Sunday, February 16, 2014

Ra'iatea: The place where they banned bikes for visitors (also known as the Sacred Island)

I have to say that this was my least favorite island. It's mostly an administrative island so there isn't a lot else going on. I heard it is very beautiful in the mountains but guides will only go if there are at least 2 and so I found myself out of luck. The also banned bike rentals for visitors and the island is huge so it is quite impossible to get around without anything...can we say forced car rental conspiracy. Too bad every car on the island is a stick shift and I am apparently the only person that does't know what to do with that. The nice people at the hotel snuck me a bike though, after I was followed around all afternoon by "guide" who kept trying to take me into the mountains. 

 A church built in front of a Marae using the altar stones. 

Every time I ventured into a valley to get closer to a distant waterfall, my view would actually get worse. It was my week of chasing mirages. 

The 1.5 hour kayak journey to this deserted Motu was not disappointing though. 

I met a lovely couple Ian and Pennie from New Zealand and they let me tag along on their car ride around the island so I could see the most sacred site in all of the South Pacific the Marae Taputaputatea. 

Saturday, December 21, 2013

Huahine French Polynesia (The Rebel Island)

It's been a terribly long time since my last post. In my defense, I made an 8x12 ft painting, gave 2 artist talks, bought a house, and moved my studio to said house. But I am still going to post about each island and throw in a transcript of my talk about the French Polynesia as a reference. 

When I came to Huahine, I instantly loved the people and the way of life there much more then the previous island. It's not really a tourist island but it has the most archaeological sites and the people are very proud of their heritage as well as being the one island that never willingly became a French Colony. 

This was also the island where I was able to establish a contact person Dorthy Lubin-Levy who runs the beautiful Fare-Pote'e. She helped me with information, finding a great place to stay, and introduced me to some wonderful people.

This is at the Marae Paepae that was built in the hills so the people could be more protected from the colonists. 

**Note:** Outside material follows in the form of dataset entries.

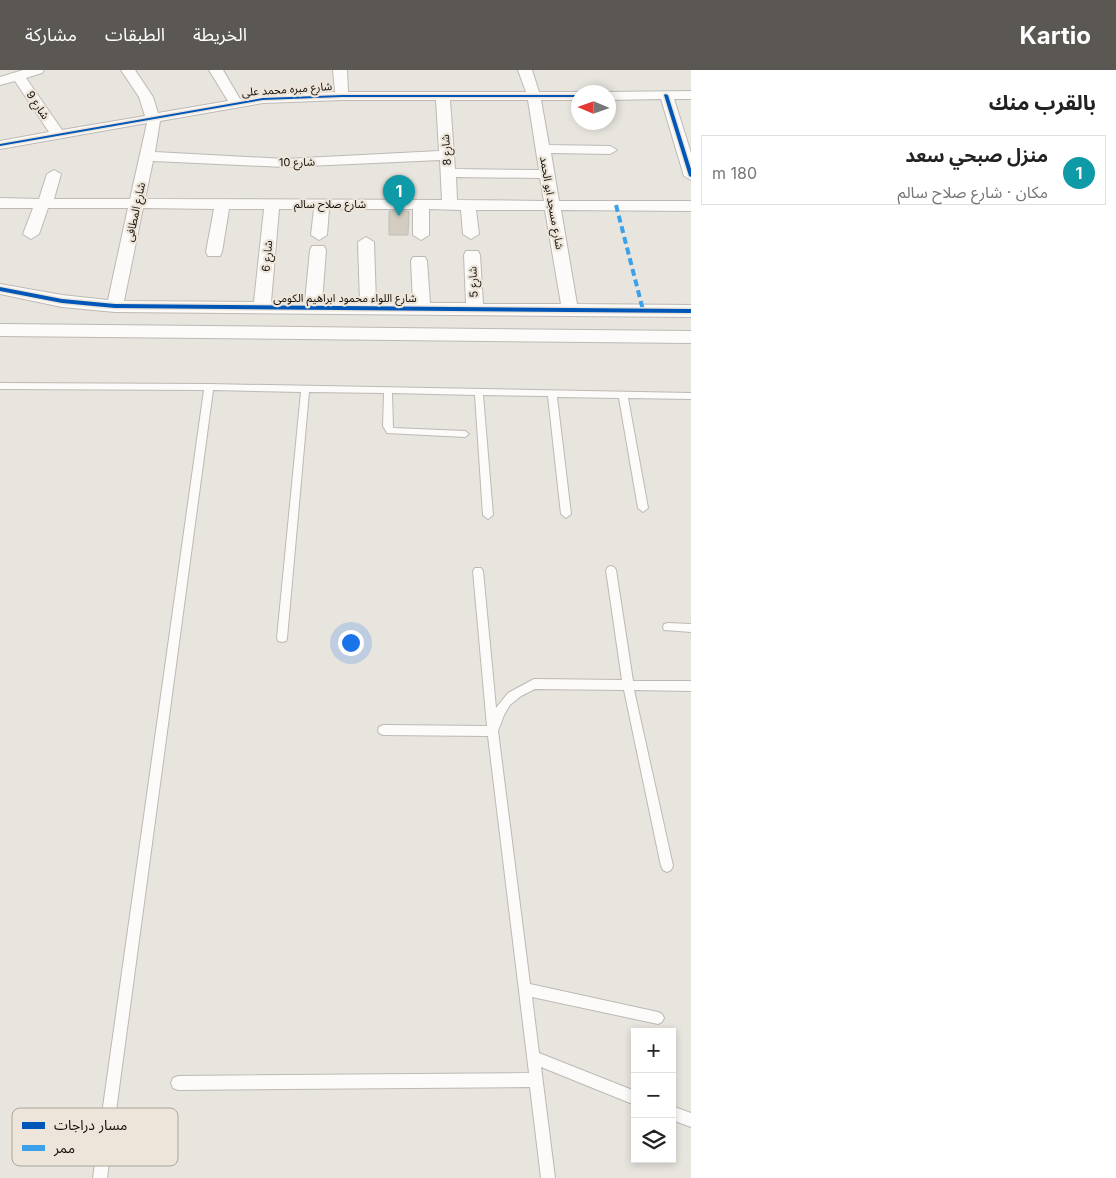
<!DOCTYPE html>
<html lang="ar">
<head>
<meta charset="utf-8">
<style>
	body { margin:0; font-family:Inter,"Noto Sans Arabic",sans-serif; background:#f6f6f6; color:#222; direction:rtl }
	.controls { position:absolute; right:15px; bottom:15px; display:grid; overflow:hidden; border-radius:0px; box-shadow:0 2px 8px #0003 }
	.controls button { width:45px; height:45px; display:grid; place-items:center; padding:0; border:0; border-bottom:1px solid #e0e0e0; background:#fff; color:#222; font:25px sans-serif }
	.compass { position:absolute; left:571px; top:15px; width:45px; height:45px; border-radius:50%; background:#fff; box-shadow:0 2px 8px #0003; rotate:272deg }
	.you { position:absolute; left:350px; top:572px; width:18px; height:18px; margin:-12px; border:4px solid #fff; border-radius:50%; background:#1a73e8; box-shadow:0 0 0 8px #1a73e833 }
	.badge { display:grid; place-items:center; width:32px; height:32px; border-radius:50%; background:#5b5853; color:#fff; font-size:16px; font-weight:700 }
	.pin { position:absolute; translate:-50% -41px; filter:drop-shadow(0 1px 2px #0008) }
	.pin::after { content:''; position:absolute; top:26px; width:18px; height:15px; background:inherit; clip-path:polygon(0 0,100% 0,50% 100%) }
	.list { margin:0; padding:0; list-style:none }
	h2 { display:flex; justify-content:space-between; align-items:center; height:65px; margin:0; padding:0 20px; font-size:21px }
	h2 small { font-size:16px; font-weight:400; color:#767676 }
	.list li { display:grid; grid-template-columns:32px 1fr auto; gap:15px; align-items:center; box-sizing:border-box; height:70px; margin:0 10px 10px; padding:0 10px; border:1px solid #e0e0e0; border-radius:0px }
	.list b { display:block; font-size:19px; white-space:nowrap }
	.list p { margin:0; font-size:16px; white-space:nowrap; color:#767676 }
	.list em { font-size:16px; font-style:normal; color:#767676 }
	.icon { flex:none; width:28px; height:28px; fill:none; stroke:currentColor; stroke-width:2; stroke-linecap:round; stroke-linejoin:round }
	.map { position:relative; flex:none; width:691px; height:1108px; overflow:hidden; direction:ltr }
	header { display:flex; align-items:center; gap:30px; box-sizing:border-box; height:70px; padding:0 25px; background:#5b5853; color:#fff }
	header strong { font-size:24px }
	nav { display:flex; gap:28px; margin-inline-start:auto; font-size:18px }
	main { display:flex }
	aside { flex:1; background:#fff }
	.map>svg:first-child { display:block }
	.building { fill:#d3ccc0; stroke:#c1beb9 }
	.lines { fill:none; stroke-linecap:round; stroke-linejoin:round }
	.service-casing { stroke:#bdb9b4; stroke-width:2 }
	.minor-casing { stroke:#bdb9b4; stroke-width:2 }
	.service { fill:#fcfbfa; fill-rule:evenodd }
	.minor { fill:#fcfbfa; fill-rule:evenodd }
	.quiet { stroke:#3da1e9; stroke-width:4; stroke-dasharray:7 4; stroke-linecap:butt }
	.cycleway-casing { stroke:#ede5d9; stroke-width:3 }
	.cycleway { fill:#0057b8; fill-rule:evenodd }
	.labels { text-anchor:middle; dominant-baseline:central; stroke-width:4.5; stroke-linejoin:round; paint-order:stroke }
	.far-street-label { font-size:11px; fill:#0f0c08; stroke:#ede5d9 }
	.key { fill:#ede5d9; stroke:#aaa49a; stroke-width:1 }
	.key-label { font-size:14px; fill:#0f0c08 }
</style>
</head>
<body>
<header>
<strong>Kartio</strong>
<nav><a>الخريطة</a><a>الطبقات</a><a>مشاركة</a></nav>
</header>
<main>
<aside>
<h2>بالقرب منك<small></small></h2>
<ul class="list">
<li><span class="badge" style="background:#0f9aa8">1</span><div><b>منزل صبحي سعد</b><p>مكان · شارع صلاح سالم</p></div><em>180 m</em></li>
</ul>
</aside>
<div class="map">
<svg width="691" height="1108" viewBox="0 0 691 1108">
	<rect width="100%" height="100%" fill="#e8e4de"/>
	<path class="building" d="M389,141h20l-1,24h-19z"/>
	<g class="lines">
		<g class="service-casing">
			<path id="service" d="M0,313l209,1 482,9v6l-63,-1 20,110 -5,4 -5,-4 -19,-110 -62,-1 14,117 -5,4 -5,-4 -13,-118 -65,-1 10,120 -5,4 -5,-4 -8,-120 -83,-2 1,35 72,3 4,3 -4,3 -78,-4 -4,-7 1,-33 -75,-1 -22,246 -1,3 -4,1 -4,-1 -1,-3 24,-246 -88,-2 -106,788h-14l111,-788 -204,-1z
				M611,496l3,1 2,3 17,111h58v10l-57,-1 39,176 -2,4 -4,2 -4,-2 -2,-4 -37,-176 -89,-1 -14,7 -11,9 -6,10 -6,16 32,253 128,28 4,2 2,4 -2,4 -4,2 -126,-27 7,56 96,38v14l-94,-38 14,111h-14l-11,-91 -352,3 -5,-2 -2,-5 2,-5 5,-2 351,-3 -41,-337 -105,-1 -4,-2 -1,-3 1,-3 4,-2 104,1 -14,-155 2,-3h6l2,3 13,137 12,-15 26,-14 88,1 -16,-110 2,-3z
				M668,553l23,1v8l-27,-2 -1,-3 1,-3z
				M672,1036l19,7v14l-19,-7z"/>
		</g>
		<g class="minor-casing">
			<path id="minor" d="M23,0h21l-2,3 -16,5 36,52 83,-14 -6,-19 -18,-27h14l18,27 5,16 70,-12 -19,-31h14l17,29 23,-4 72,-3 -2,-22h14l1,22h178l-8,-22h14l7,22h41l-2,8h-37l8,45 61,1 7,4 -7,4 -59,-1 8,48h132v10l-130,-1 16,94 114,1v12l-576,-5 -53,-5 -62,-13v-10l62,11 46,5 20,-92h-80l-9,26 -8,5 -8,-5 10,-26h-33v-10l39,1 8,-25 7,-4 7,4 -7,25h76l17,-76 -147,26v-8l49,-9 -34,-51 -15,4v-8zM342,30h94l3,51 -154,8 -130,-7 5,-31 103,-18zM450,30h78l11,70 -84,-1zM440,90l2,40 -297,-1 8,-38 132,6zM456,107l84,1 4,23 -87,-1zM143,138l71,1 -8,43 2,4h12l2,-4 7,-43h35l-10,93 -130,-1zM279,139h35l-3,26 8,5 8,-5 2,-26h84v26l8,5 8,-5v-26l32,1 2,24 8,5 8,-5 -3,-24h69l16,94h-78l-3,-49 -2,-4h-12l-2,4 2,48h-36l-3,-42 -2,-4h-12l-2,4 2,42h-37l-2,-61 -8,-5 -8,5 2,61 -38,-1 4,-52 -2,-4h-12l-2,4 -5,52h-34z
				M691,21v8h-17l17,54v27l-7,-4 -23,-77 -53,1v-8h-2z
				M0,254l691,7v12l-691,-7z"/>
		</g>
		<use href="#service" class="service"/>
		<use href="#minor" class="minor"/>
		<path class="quiet" d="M616,135l27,105"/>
		<g class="cycleway-casing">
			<path id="cycleway" d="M665,24l3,1 23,74v8l-2,-1 -25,-81z
				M342,25h236v2h-236l-79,3 -263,46v-2l263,-46z
				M0,217l62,12 53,5 576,5v4l-576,-5 -53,-5 -62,-12z"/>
		</g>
		<use href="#cycleway" class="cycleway"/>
	</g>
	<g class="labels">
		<g class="far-street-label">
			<text transform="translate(287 19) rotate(-4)">شارع مبره محمد على</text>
			<text transform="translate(38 35) rotate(56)">شارع 9</text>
			<text transform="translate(446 80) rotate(-94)">شارع 8</text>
			<text transform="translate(297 92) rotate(-1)">شارع 10</text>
			<text transform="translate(552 133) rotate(80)">شارع مسجد ابو الحمد</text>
			<text x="330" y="134">شارع صلاح سالم</text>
			<text transform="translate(135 142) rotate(-78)">شارع المطافى</text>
			<text transform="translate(267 186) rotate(-85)">شارع 6</text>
			<text transform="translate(473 212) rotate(-93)">شارع 5</text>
			<text x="345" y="228">شارع اللواء محمود ابراهيم الكومى</text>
		</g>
	</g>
	<rect x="12" y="1038" width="166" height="58" rx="8" class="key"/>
	<rect x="22" y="1052" width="23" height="7" fill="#0057b8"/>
	<rect x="22" y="1075" width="23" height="6" fill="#3da1e9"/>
	<g class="key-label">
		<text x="54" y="1060">مسار دراجات</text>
		<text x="54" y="1083">ممر</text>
	</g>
</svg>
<div class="controls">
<button>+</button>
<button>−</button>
<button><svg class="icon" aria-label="layers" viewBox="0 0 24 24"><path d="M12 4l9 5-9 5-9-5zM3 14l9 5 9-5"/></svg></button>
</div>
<svg class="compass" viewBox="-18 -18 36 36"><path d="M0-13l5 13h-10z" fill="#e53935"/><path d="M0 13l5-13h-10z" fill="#767676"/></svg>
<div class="you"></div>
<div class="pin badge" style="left:399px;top:146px;background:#0f9aa8">1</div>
</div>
</main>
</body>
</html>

I found the Marae Tefano to be really magical with the huge tree that is growing in the Marae. It is also hidden in the thick jungle hill of Mata'ire'a away from the colonists. I was lucky enough to have met a great American painter Melanie Shook Dupre and her Tahitian partner Cesar Delord who live on the island and he was kind enough to take me around the island and show me his favorite places. 

The Fare-Pote'e was really great to see. It is built in the traditional way with artifacts and Maeva people who weave and talk about their traditions. It was amazing how cool it felt inside.

This are all Maraes around the Fare-Pote'e. I visited several times to get different lighting. 

watermelon fields. 

These lava slabs are found at the outside edge of the islands. Huahine is unique because part of the coral ring is still attached to the main island so I was able to bike to the beach and see the slabs that they would stand up to make the Marae. 

Marae Manunu overlooks the beach. 

 Because of the small bit of land that is still attached to the outer ring, there is a long narrow bay that looks like a lake where the people still use the fish traps of their ancestors. 

These traps are stone mazes that the fish swim into but can't get out. 

The best snorkeling on the island was at an abandoned hotel. I was able to get in a few photos before a man started waving his machete around and yelling at me.

By a stroke of luck, I happened to be visiting during the presidential elections. They held the first round while I was on Huahine. It is great how they decorate everything with flowers, have music, and lots of food for the occasion.